Please give back only the lines below from the one containing "Map reading. Parse" to the one containing "I am building", each repeated word for word, both ends included.

****************

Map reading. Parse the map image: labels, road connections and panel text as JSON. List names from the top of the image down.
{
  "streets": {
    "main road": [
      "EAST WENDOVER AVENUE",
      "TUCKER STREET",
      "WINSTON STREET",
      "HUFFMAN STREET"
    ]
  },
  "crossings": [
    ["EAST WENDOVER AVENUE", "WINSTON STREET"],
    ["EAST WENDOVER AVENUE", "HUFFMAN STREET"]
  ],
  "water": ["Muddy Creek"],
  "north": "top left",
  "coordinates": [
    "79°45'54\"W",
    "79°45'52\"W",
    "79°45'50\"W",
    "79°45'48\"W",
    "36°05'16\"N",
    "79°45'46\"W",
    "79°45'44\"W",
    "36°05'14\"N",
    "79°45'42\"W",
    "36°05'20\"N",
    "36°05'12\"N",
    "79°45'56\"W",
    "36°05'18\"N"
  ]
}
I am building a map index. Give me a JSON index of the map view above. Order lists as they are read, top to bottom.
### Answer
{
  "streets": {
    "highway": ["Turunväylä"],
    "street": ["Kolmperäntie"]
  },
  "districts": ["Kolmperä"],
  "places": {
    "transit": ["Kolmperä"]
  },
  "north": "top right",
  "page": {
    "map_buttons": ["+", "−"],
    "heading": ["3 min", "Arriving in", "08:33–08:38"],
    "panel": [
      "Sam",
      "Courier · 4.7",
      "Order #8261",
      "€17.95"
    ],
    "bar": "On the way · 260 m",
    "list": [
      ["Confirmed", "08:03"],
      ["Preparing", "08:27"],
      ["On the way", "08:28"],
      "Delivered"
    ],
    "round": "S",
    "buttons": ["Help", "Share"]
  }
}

****************

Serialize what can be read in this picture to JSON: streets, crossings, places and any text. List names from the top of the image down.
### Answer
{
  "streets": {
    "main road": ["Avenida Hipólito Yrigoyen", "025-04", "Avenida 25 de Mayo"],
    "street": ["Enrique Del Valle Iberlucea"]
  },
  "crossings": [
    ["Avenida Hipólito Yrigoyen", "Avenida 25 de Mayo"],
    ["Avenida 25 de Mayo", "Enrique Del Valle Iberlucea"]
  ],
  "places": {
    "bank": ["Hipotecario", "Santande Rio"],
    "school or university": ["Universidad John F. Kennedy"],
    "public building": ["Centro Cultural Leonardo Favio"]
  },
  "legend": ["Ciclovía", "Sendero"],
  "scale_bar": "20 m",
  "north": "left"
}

****************

EXERCISE OUTPUT ▸
Map reading. Parse the map image: labels, road connections and panel text as JSON. List names from the top of the image down.
{
  "streets": {
    "main road": [
      "EAST WENDOVER AVENUE",
      "TUCKER STREET",
      "WINSTON STREET",
      "HUFFMAN STREET"
    ]
  },
  "crossings": [
    ["EAST WENDOVER AVENUE", "WINSTON STREET"],
    ["EAST WENDOVER AVENUE", "HUFFMAN STREET"]
  ],
  "water": ["Muddy Creek"],
  "north": "top left",
  "coordinates": [
    "79°45'54\"W",
    "79°45'52\"W",
    "79°45'50\"W",
    "79°45'48\"W",
    "36°05'16\"N",
    "79°45'46\"W",
    "79°45'44\"W",
    "36°05'14\"N",
    "79°45'42\"W",
    "36°05'20\"N",
    "36°05'12\"N",
    "79°45'56\"W",
    "36°05'18\"N"
  ]
}
I am building a map index. Give me a JSON index of the map view above. Order lists as they are read, top to bottom.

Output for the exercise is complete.